4.6 Aggregation and Indicator Construction

Processed data must be aggregated before it can be disseminated. Aggregation typically occurs along spatial and temporal dimensions, but the choice of units has profound implications for interpretation and privacy.

Spatial aggregation may align with administrative boundaries, such as municipalities or regions, or use regular or adaptive grids. Each approach involves trade-offs between interpretability, accuracy, and disclosure risk. Temporal aggregation similarly requires careful planning, as indicators may be produced at hourly, daily, monthly, or annual resolutions.

Beyond space and time, aggregation also reflects analytical intent. In tourism statistics, for example, analysts must decide whether to count visits, visitor-days, or nights spent, and whether to disaggregate by country of residence. These decisions should be made early, as they influence upstream processing requirements.

4.7 Scaling, Bias Adjustment, and Quality Assurance

MPD does not directly represent the total population. Some individuals carry multiple devices, while others may not use mobile phones at all. As a result, raw counts must be scaled and adjusted to correct for over-coverage and under-coverage. (Flowminder Foundation 2023; Wesolowski et al. 2013; Ricciato et al. 2020)

Scaling models often rely on operator market shares or external benchmarks to align mobile phone-based indicators with known population totals (Wesolowski et al. 2013; Cabrera and Rowe 2025; Ricciato et al. 2020). This step is methodologically challenging due to limited ground truth data, but it is essential for producing credible official statistics. Quality assurance accompanies scaling. Analysts must assess completeness, consistency, and plausibility, and apply statistical disclosure control techniques to prevent re-identification, particularly when publishing highly granular data.

4.8 Privacy by Design in the Pipeline

Privacy by design is operationalised by distinguishing between three tiers of data sensitivity. Tier 1 data consists of raw, identifiable records and remains under the strict control of the MNO. Tier 2 data is pseudonymised and used for processing under controlled conditions. Tier 3 data is fully aggregated and suitable for dissemination (Montjoye et al. 2018).

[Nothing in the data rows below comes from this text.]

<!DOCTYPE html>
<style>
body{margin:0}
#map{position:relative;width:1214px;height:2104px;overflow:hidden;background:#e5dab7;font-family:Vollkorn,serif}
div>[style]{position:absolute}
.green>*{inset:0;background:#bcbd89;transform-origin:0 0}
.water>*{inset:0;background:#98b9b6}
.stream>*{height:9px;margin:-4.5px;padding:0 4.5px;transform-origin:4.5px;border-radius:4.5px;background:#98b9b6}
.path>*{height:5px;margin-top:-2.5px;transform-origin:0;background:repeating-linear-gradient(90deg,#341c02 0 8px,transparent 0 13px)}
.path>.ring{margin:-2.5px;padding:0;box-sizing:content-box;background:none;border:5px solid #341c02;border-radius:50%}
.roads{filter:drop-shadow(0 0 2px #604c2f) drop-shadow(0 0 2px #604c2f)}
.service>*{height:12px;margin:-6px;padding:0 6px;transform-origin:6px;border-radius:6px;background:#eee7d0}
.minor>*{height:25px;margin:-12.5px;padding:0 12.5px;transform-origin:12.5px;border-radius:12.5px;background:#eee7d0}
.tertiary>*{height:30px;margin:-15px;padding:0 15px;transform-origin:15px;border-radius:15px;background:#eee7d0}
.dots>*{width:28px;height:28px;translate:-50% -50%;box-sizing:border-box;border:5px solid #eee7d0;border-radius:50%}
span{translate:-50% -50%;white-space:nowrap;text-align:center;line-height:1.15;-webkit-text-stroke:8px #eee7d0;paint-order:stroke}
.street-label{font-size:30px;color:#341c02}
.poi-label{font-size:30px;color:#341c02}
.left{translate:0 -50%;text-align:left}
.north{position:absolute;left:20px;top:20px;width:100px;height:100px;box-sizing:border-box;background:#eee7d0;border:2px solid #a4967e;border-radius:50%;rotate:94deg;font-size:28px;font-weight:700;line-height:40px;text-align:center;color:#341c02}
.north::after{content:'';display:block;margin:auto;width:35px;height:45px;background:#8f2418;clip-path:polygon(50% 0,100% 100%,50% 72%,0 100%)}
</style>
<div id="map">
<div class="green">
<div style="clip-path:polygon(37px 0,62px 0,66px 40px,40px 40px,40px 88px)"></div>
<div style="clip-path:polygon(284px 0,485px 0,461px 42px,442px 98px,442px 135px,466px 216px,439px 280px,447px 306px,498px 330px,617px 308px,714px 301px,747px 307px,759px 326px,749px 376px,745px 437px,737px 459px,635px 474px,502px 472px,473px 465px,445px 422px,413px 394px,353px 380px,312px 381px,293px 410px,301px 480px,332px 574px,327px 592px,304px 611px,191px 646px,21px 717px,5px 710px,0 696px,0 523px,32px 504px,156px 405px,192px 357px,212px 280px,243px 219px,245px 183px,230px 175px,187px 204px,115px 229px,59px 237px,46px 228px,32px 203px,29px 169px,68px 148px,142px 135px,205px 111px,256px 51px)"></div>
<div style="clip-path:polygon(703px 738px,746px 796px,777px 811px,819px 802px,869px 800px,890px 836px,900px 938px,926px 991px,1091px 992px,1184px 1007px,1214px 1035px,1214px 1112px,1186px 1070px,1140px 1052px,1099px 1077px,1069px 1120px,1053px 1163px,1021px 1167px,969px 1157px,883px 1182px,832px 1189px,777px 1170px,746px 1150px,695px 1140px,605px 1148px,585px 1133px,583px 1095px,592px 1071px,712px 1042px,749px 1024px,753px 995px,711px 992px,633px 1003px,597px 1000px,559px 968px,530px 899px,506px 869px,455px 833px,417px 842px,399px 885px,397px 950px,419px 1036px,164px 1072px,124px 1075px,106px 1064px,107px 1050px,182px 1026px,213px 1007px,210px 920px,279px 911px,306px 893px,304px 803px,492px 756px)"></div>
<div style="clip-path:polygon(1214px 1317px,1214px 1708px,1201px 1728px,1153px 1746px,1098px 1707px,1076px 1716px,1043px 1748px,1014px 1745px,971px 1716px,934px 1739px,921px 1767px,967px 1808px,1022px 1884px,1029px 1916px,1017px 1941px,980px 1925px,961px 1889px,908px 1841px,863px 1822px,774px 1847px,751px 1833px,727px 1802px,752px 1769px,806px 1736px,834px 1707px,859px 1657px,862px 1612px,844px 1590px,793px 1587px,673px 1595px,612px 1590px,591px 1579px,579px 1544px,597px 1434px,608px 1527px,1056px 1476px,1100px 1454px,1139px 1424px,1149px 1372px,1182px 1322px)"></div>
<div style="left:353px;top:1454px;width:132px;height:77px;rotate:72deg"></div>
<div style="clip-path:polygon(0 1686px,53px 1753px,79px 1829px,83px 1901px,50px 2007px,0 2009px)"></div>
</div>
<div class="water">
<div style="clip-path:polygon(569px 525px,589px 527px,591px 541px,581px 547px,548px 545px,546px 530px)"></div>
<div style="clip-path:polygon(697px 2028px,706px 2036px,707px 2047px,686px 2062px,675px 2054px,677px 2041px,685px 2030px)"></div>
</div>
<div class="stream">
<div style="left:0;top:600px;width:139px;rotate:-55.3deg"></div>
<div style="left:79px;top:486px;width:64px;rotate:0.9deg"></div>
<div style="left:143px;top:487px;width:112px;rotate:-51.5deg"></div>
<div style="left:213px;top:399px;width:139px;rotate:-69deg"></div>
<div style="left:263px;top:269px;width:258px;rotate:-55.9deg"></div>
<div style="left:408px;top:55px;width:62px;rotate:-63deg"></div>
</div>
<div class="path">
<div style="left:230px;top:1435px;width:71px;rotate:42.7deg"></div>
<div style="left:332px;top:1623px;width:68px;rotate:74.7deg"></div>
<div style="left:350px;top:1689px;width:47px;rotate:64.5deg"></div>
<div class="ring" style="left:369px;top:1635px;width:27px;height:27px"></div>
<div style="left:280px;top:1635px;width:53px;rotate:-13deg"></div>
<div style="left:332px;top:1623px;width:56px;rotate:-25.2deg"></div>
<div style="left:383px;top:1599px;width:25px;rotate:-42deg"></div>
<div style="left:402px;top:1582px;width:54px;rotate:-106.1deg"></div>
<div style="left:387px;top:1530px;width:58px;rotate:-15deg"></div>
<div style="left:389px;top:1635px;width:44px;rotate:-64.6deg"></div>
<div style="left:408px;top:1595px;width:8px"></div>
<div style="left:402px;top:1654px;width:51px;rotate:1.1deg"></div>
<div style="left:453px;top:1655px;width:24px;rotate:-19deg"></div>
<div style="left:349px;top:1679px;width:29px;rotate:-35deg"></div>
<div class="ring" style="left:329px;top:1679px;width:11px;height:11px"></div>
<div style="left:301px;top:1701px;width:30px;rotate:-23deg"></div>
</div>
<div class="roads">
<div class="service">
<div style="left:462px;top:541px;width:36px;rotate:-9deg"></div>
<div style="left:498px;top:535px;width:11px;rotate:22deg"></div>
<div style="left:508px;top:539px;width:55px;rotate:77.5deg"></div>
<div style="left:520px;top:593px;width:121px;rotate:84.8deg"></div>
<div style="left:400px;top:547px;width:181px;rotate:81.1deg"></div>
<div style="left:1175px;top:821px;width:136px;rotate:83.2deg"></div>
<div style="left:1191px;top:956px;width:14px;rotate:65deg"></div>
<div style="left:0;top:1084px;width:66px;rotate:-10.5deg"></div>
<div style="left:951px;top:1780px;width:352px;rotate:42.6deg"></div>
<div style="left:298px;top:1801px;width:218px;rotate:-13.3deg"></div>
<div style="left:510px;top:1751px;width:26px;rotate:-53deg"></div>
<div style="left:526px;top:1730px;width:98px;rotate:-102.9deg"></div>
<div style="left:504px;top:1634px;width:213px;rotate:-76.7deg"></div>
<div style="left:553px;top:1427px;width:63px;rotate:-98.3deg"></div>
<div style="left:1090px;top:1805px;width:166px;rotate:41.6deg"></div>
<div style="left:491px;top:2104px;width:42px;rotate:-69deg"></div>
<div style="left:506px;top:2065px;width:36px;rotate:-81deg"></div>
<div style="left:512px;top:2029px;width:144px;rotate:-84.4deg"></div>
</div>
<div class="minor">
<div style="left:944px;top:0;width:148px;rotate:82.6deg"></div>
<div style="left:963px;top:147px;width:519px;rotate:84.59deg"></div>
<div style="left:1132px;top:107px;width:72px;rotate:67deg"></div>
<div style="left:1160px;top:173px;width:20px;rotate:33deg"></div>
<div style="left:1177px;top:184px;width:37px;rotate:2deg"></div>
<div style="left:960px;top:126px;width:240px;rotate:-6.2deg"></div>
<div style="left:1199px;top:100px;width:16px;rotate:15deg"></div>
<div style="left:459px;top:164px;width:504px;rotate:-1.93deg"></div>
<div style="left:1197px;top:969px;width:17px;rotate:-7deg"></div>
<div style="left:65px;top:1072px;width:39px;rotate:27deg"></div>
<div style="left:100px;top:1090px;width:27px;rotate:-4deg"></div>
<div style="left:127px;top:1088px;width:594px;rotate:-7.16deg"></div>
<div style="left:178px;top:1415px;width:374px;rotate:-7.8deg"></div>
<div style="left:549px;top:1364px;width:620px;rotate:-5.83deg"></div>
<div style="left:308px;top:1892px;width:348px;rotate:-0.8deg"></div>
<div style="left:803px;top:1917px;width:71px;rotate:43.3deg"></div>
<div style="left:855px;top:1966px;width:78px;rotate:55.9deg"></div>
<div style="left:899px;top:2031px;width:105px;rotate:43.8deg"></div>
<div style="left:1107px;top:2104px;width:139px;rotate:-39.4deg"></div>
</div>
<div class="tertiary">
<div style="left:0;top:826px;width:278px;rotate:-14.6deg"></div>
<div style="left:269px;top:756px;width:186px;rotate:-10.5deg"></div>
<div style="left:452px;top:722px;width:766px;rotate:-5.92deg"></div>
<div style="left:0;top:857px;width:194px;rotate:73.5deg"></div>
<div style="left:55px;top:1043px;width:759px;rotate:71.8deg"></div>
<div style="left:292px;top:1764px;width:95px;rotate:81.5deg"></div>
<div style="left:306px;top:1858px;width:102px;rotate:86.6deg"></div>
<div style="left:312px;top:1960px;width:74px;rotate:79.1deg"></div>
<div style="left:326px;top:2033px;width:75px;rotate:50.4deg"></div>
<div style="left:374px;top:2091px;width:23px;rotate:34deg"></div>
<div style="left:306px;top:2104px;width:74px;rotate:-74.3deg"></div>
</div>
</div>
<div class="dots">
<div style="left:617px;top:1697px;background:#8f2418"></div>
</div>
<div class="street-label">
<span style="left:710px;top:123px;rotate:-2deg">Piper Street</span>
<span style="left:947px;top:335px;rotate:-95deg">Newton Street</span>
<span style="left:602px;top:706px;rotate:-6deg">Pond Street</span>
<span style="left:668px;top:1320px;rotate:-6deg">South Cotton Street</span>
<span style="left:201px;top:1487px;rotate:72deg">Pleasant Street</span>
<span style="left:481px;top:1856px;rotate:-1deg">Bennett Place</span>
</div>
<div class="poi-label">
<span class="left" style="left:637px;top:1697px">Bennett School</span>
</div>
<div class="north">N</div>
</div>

Understanding these tiers helps organisations design appropriate technical and organisational safeguards at each stage of the pipeline. Access controls, encryption, auditing, and strict role-based permissions are essential for Tier 1 and Tier 2 data, where risks of re-identification or commercial sensitivity are highest. Even at Tier 3, where data are aggregated and prepared for release, disclosure control remains necessary to ensure that small cell sizes, rare combinations of attributes, or extreme values do not inadvertently reveal information about individuals or commercially sensitive patterns. Privacy by design therefore operates as a continuous principle across the entire pipeline, rather than a single compliance step (Montjoye et al. 2018).

4.9 Pipeline Deployment Models

Finally, organisations must decide where processing occurs. In some models, MNOs perform all processing and provide only aggregated outputs to government users. In others, governments or trusted service providers process pseudonymised data within secure environments, sometimes hosted by the operator. Each model involves trade-offs between control, cost, capacity, and risk.

Regardless of the chosen arrangement, clarity of roles, responsibilities, and safeguards is critical. Successful MPD initiatives are characterised not only by technical sophistication, but by careful institutional design and sustained collaboration between data providers and users.

4.10 Conclusion

Effective planning for MPD initiatives requires a holistic understanding of data processing and pipelines. By viewing the pipeline as an integrated system, rather than a series of isolated steps, practitioners can make informed decisions that balance analytical ambition with feasibility, privacy, and quality. The principles outlined in this manual provide a foundation for designing robust, transparent, and policy-relevant MPD pipelines.